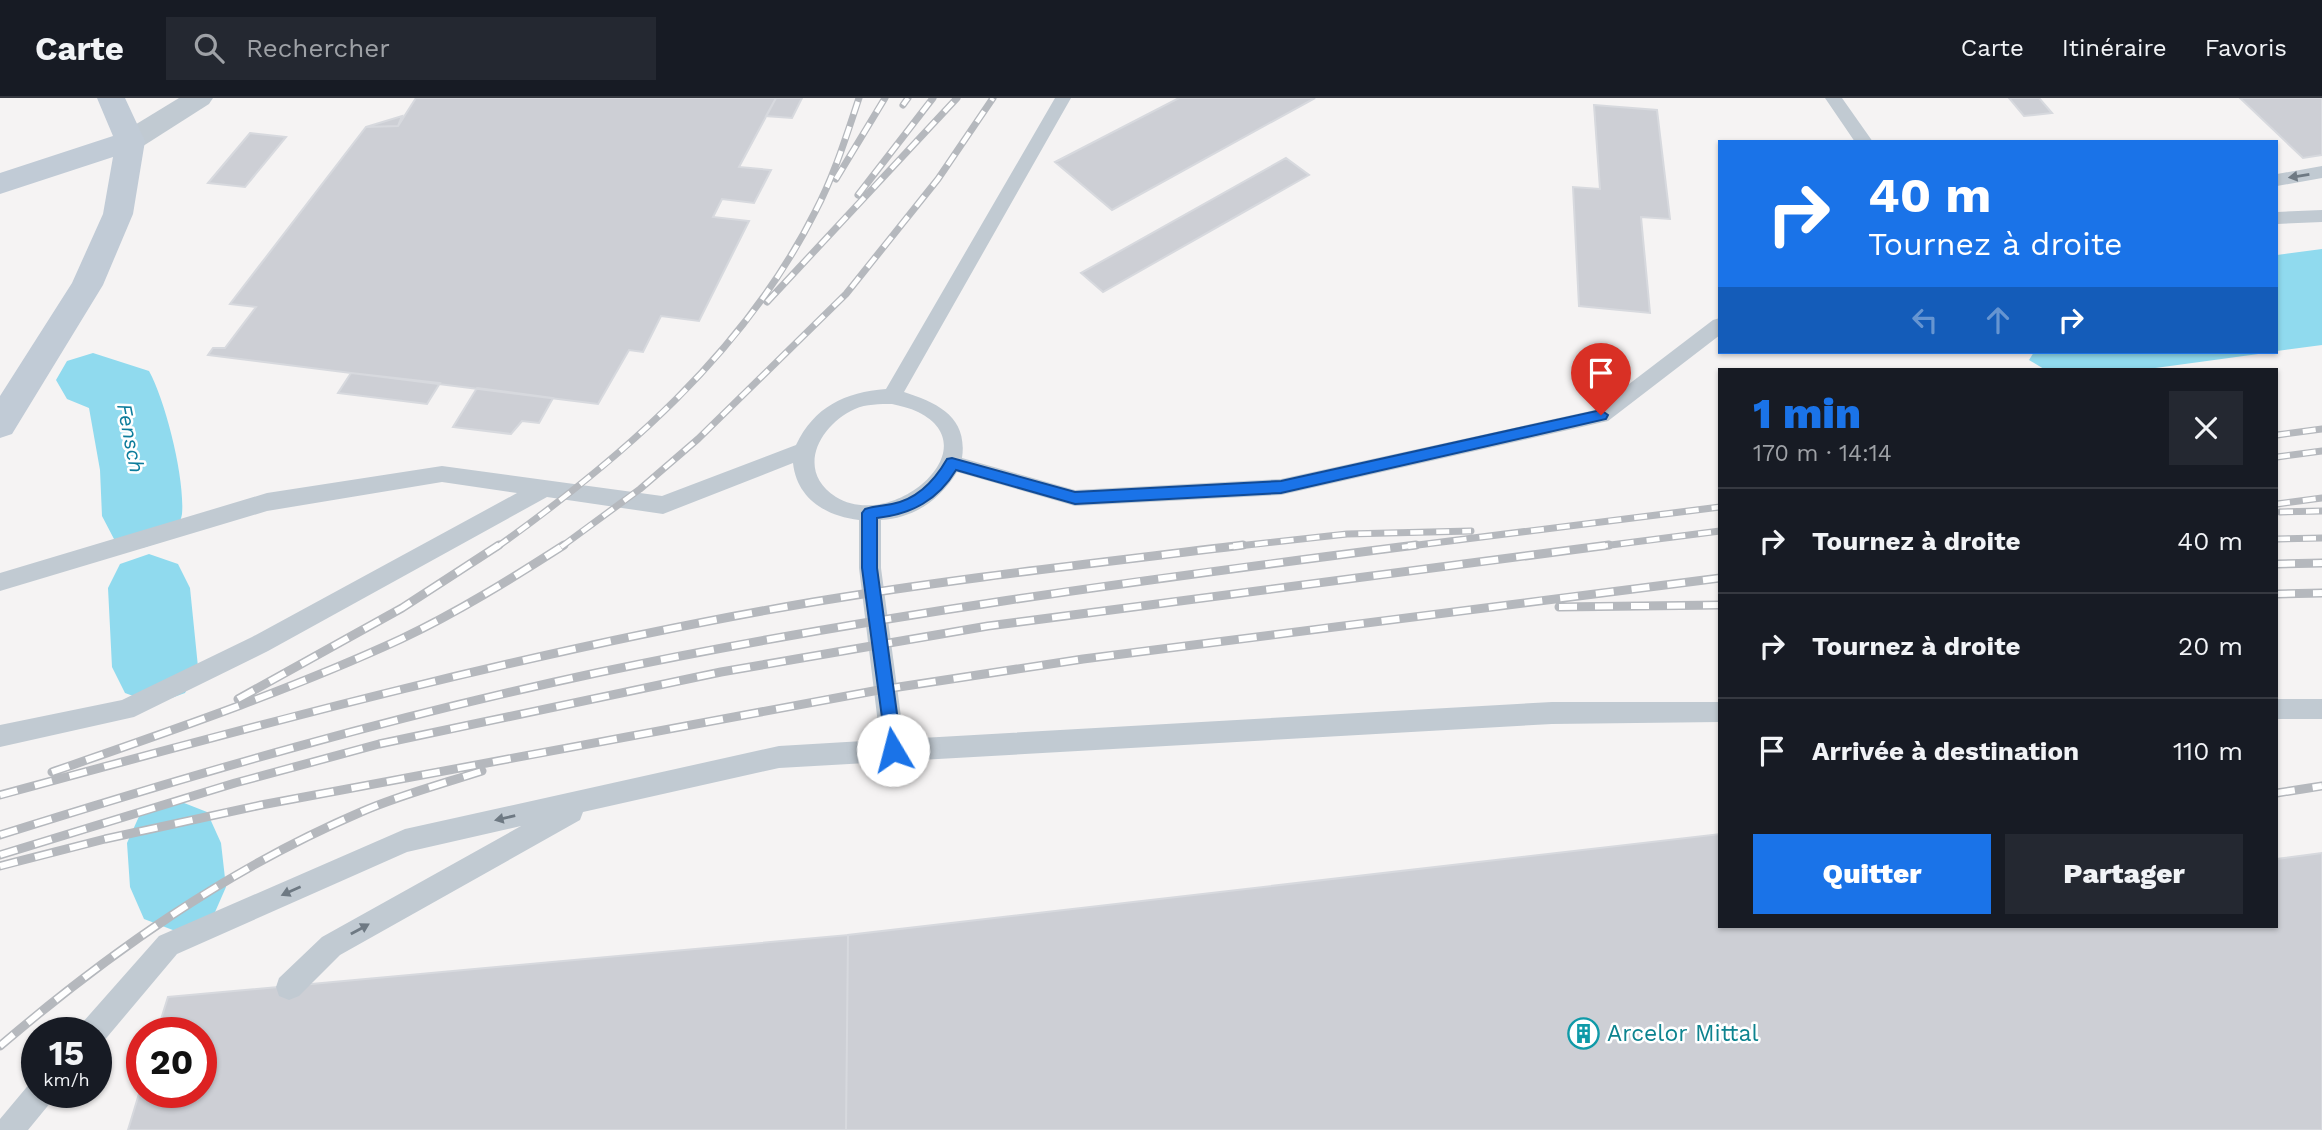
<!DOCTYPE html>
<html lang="fr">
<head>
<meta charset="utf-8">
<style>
  body { margin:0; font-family:"Work Sans",sans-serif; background:#242831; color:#f1f3f6; height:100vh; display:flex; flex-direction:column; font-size:26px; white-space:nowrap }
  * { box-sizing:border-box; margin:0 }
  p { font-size:23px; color:#9ea1a6 }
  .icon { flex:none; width:38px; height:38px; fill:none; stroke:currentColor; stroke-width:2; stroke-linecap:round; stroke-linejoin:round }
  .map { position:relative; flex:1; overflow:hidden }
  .drawer { position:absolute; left:1718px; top:270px; width:560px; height:560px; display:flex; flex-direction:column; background:#171b24; border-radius:0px; box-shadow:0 2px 5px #0004 }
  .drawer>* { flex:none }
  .banner { position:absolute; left:1718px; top:42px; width:560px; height:214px; border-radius:0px; box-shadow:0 2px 5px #0004; background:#1a73e8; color:#fff; overflow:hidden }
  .speed { position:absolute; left:21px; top:919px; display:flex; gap:14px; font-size:35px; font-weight:700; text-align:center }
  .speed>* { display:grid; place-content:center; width:91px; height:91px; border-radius:50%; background:#171b24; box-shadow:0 2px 5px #0004; line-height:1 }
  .speed small { font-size:18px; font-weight:400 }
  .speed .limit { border:10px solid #d22; background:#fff; color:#111 }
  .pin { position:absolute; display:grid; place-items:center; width:60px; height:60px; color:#fff; margin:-72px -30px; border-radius:50% 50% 50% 0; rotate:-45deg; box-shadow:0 0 7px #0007 }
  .pin .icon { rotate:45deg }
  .me { position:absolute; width:77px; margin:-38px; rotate:352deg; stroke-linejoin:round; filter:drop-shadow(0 0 5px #0008) }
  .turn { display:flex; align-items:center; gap:24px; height:147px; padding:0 35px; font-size:32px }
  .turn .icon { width:91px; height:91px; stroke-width:2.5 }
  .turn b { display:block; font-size:49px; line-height:60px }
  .lanes { display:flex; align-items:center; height:66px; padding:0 35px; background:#0003; justify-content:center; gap:35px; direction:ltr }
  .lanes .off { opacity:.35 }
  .round { display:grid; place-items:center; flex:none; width:74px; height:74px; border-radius:0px; background:#242831 }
  .summary { display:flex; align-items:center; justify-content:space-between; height:119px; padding:0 35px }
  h1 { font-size:42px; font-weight:800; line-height:52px; color:#1a73e8 }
  .primary-button { display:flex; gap:14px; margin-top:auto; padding:14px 35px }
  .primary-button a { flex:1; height:80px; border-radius:0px; background:#1a73e8; color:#fff; font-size:28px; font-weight:800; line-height:80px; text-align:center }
  .primary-button a+a { background:#242831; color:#f1f3f6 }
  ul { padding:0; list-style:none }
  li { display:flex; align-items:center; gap:21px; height:105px; padding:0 35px; border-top:2px solid #363941 }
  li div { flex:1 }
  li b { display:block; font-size:26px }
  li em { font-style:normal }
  header { display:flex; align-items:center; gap:42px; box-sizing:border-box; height:98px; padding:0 35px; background:#171b24; border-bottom:2px solid #363941 }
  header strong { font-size:33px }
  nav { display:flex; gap:38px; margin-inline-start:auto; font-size:24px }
  .search { width:490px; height:63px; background:#242831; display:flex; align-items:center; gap:18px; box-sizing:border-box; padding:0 24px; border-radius:0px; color:#9ea1a6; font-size:26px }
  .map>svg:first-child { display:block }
  .water { fill:#90daee }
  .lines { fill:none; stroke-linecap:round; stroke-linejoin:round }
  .river { fill:#90daee; fill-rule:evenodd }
  .building { fill:#cdcfd5; stroke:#d7d9de; stroke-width:2 }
  .lane { fill:#c1cad2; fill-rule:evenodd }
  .street { fill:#c1cad2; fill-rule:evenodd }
  .secondary { fill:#c1cbd6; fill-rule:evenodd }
  .rail-far1-casing { stroke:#b5b8bd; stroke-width:7 }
  .rail-casing { stroke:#b5b8bd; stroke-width:9 }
  .rail-far1 { stroke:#fff; stroke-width:4.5; stroke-dasharray:13; stroke-linecap:butt }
  .rail { stroke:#fff; stroke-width:6; stroke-dasharray:18; stroke-linecap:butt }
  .oneway { fill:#6e7983 }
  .route { fill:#1a73e8; stroke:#114b97; stroke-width:2 }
  .labels { text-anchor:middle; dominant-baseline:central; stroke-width:5; stroke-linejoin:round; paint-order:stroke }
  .water-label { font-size:21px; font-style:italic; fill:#0c7c9b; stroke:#fff }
  .near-culture-label { font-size:23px; fill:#0d838f; stroke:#fff; text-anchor:start }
</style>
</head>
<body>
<header>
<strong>Carte</strong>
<div class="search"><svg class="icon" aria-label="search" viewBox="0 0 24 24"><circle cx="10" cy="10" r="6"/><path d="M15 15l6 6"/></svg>Rechercher</div>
<nav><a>Carte</a><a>Itinéraire</a><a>Favoris</a></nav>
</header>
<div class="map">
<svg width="2322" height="1032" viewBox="0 0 2322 1032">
  <rect width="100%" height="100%" fill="#f5f3f3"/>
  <path class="water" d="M 2322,151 L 2322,247 L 2277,253 L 2277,157 Z
    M 2034,254 L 2273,254 L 2148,271 L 2044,271 L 2029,262 Z"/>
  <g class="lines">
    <path class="river" d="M 93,255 L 149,273 C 166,304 185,381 182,416 C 181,424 174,433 170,441 L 142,450 L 114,441 L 102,418 L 100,372 L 89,310 L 67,301 L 56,282 L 67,263 Z
      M 149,456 L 178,466 L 190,490 L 198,569 L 185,595 L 155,606 L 125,595 L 112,569 L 108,490 L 120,466 Z
      M 174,701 L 207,714 L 221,745 L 226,789 L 212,821 L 178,834 L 144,821 L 130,789 L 127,745 L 141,714 Z"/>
  </g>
  <path class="building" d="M 416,0 L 776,0 L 739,69 L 771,72 L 754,105 L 722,101 L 713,119 L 749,123 L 699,223 L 661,218 L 643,254 L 629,252 L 598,306 L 208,257 L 213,250 L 225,250 L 256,209 L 230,206 L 366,29 L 398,28 Z
    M 776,0 L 802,0 L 792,20 L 766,18 Z
    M 1179,0 L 1315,0 L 1112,112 L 1055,64 Z
    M 2009,0 L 2039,0 L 2052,15 L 2024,18 Z
    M 2240,0 L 2322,0 L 2322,57 L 2303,60 Z
    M 1594,7 L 1657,12 L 1670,121 L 1641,119 L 1650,215 L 1579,208 L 1573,89 L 1600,91 Z
    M 402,18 L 398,28 L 366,29 Z
    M 250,35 L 286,39 L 245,89 L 208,85 Z
    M 1286,60 L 1309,77 L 1103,194 L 1081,175 Z
    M 351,275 L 440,285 L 427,306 L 338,295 Z
    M 477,290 L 553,300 L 539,325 L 522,323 L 511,336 L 453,329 Z
    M 1720,736 L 1720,828 L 2277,828 L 2277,761 L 2322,755 L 2322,1032 L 846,1032 L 848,837 Z
    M 848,837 L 846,1032 L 128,1032 L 142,986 L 142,994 L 201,994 L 201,934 L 157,934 L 168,899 Z"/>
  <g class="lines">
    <path class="lane" d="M 1055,0 L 1071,0 L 904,294 C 938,305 968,319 962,360 L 1075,392 L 1281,381 L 1595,312 L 1713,222 L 1720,220 L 1720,237 L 1608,323 L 1281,397 L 1075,408 L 957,374 C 940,402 914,420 881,422 L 881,470 L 904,641 L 1552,604 L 1720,604 L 1720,624 L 1552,626 L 779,670 L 583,714 L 580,722 L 340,857 L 299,898 L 289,902 L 279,898 L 276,889 L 279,880 L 322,839 L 521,728 L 407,754 L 177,856 L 103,944 L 96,946 L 96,934 L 79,934 L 83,924 L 159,838 L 405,731 L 779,648 L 880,642 L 859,470 L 859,422 C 826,418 797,401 793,365 L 663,416 L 547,399 L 268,553 L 134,619 L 0,649 L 0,627 L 122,602 L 252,539 L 517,395 L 442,384 L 267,413 L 0,493 L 0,475 L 267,395 L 442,368 L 662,398 L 796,347 C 814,309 845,294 886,291 ZM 892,306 C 900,308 910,310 918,314 C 991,350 892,434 836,399 C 795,373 819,327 855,311 C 866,306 880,306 892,306 Z
      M 1825,0 L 1842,0 L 1873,44 L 1855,44 Z
      M 2322,68 L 2322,80 L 2277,88 L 2277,76 Z
      M 2322,112 L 2322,124 L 2277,126 L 2277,114 Z
      M 2277,601 L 2322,601 L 2322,621 L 2277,621 Z
      M 37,982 L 37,994 L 55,994 L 51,1004 L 28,1032 L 0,1032 L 0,1021 L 31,984 Z"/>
    <path class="street" d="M 179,0 L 213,0 L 209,6 L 140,50 L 130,52 L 120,50 L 115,43 L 120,36 Z"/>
    <path class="secondary" d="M 97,0 L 125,0 L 145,43 L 133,116 L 103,187 L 12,336 L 0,340 L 0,298 L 72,185 L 103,116 L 113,59 L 0,96 L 0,75 L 113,38 Z"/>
    <defs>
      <path id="rail-far1" d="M 903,7 L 908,0
        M 836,81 L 885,0
        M 858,97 L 933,0
        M 767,204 L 957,0
        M 2277,337 L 2322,331
        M 2277,359 L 2322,353
        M 2277,406 L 2322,400
        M 2280,414 L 2322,413
        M 2277,441 L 2322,440
        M 497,449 C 622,360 745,254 815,114 C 834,78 846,39 859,0
        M 561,449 L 640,391 L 698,341 L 846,196 L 938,81 L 993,0
        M 1229,449 L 1347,436 L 1471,433
        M 1402,449 L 1720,409
        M 1595,449 L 1720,433"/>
      <path id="rail" d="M 2277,466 L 2322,465
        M 2277,496 L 2322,495
        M 1559,509 L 1720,507
        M 238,601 L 402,510 L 499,447
        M 52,674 C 170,633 288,593 401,541 C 458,514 511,481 564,447
        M 2277,695 L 2322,688
        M 0,697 C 268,624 538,551 813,504 C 956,480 1099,465 1243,447
        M 0,737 C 197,675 394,618 596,575 C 867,518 1142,482 1416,447
        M 0,757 L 235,685 L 379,646 L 721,574 L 988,528 L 1609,447
        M 0,768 L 105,741 L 261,707 L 879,592 L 1083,561 L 1720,480
        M 0,948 C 110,854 228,771 361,714 C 400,697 442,686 482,673"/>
    </defs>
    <use href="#rail-far1" class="rail-far1-casing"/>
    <use href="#rail" class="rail-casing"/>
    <use href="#rail-far1" class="rail-far1"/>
    <use href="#rail" class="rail"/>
  </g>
  <defs><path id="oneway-solid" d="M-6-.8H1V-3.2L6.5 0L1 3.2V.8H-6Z" transform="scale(1.75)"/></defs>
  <g class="oneway">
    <use href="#oneway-solid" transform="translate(2299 78) rotate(171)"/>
    <use href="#oneway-solid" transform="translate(505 720) rotate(167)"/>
    <use href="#oneway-solid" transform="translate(291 793) rotate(156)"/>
    <use href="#oneway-solid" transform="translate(360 831) rotate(-29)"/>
  </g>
  <path class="route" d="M 1601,312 L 1608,317 L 1606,321 L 1281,395 L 1075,406 L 956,372 C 938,402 912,416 877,420 L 877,470 L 902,652 L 899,657 L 893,660 L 887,657 L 862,470 L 862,415 L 865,411 C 874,408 883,408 892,406 C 918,401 935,382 947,361 L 952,360 L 1075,394 L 1281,383 Z"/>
  <defs>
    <symbol id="building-ring" viewBox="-11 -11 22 22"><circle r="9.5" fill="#fff" stroke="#0f9aa8" stroke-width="1.5"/><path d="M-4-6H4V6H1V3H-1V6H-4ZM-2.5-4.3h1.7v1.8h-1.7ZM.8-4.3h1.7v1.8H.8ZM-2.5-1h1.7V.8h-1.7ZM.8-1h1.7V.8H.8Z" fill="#0f9aa8"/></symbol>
  </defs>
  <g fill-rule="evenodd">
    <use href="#building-ring" x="1566" y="918" width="35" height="35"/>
  </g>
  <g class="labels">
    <g class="water-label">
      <text transform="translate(131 340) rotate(79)">Fensch</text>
    </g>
    <g class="near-culture-label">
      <text x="1607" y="935">Arcelor Mittal</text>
    </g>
  </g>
</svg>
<div class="speed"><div>15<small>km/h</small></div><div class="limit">20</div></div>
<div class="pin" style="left:1601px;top:317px;background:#d93025"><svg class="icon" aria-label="arrive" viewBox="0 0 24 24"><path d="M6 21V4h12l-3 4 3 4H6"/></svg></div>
<svg class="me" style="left:893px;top:652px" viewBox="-20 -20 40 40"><circle r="19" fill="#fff"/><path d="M0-13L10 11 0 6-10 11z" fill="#1a73e8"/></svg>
<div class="banner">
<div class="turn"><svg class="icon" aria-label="right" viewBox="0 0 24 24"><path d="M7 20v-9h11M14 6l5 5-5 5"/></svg><div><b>40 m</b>Tournez à droite</div></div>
<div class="lanes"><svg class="icon off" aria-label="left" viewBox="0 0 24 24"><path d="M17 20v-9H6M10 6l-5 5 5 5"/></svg><svg class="icon off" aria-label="ahead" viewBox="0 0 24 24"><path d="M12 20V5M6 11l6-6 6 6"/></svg><svg class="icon" aria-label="right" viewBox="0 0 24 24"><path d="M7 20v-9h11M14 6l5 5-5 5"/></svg></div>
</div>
<section class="drawer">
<div class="summary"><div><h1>1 min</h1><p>170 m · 14:14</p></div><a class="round"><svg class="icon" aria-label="close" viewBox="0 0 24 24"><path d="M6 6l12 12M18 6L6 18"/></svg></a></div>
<ul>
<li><svg class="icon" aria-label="right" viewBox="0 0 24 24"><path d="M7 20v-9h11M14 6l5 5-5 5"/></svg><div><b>Tournez à droite</b></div><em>40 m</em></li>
<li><svg class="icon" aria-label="right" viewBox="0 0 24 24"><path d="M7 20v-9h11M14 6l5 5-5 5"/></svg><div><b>Tournez à droite</b></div><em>20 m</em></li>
<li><svg class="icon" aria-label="arrive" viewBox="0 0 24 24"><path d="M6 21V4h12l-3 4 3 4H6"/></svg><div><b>Arrivée à destination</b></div><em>110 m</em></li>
</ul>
<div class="primary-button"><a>Quitter</a><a>Partager</a></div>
</section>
</div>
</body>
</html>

--------

> [What this task involves]:
The word to find is "speed". Copy every line of the data that holds it.

> [Solved exercise]:
  .speed { position:absolute; left:21px; top:919px; display:flex; gap:14px; font-size:35px; font-weight:700; text-align:center }
  .speed>* { display:grid; place-content:center; width:91px; height:91px; border-radius:50%; background:#171b24; box-shadow:0 2px 5px #0004; line-height:1 }
  .speed small { font-size:18px; font-weight:400 }
  .speed .limit { border:10px solid #d22; background:#fff; color:#111 }
<div class="speed"><div>15<small>km/h</small></div><div class="limit">20</div></div>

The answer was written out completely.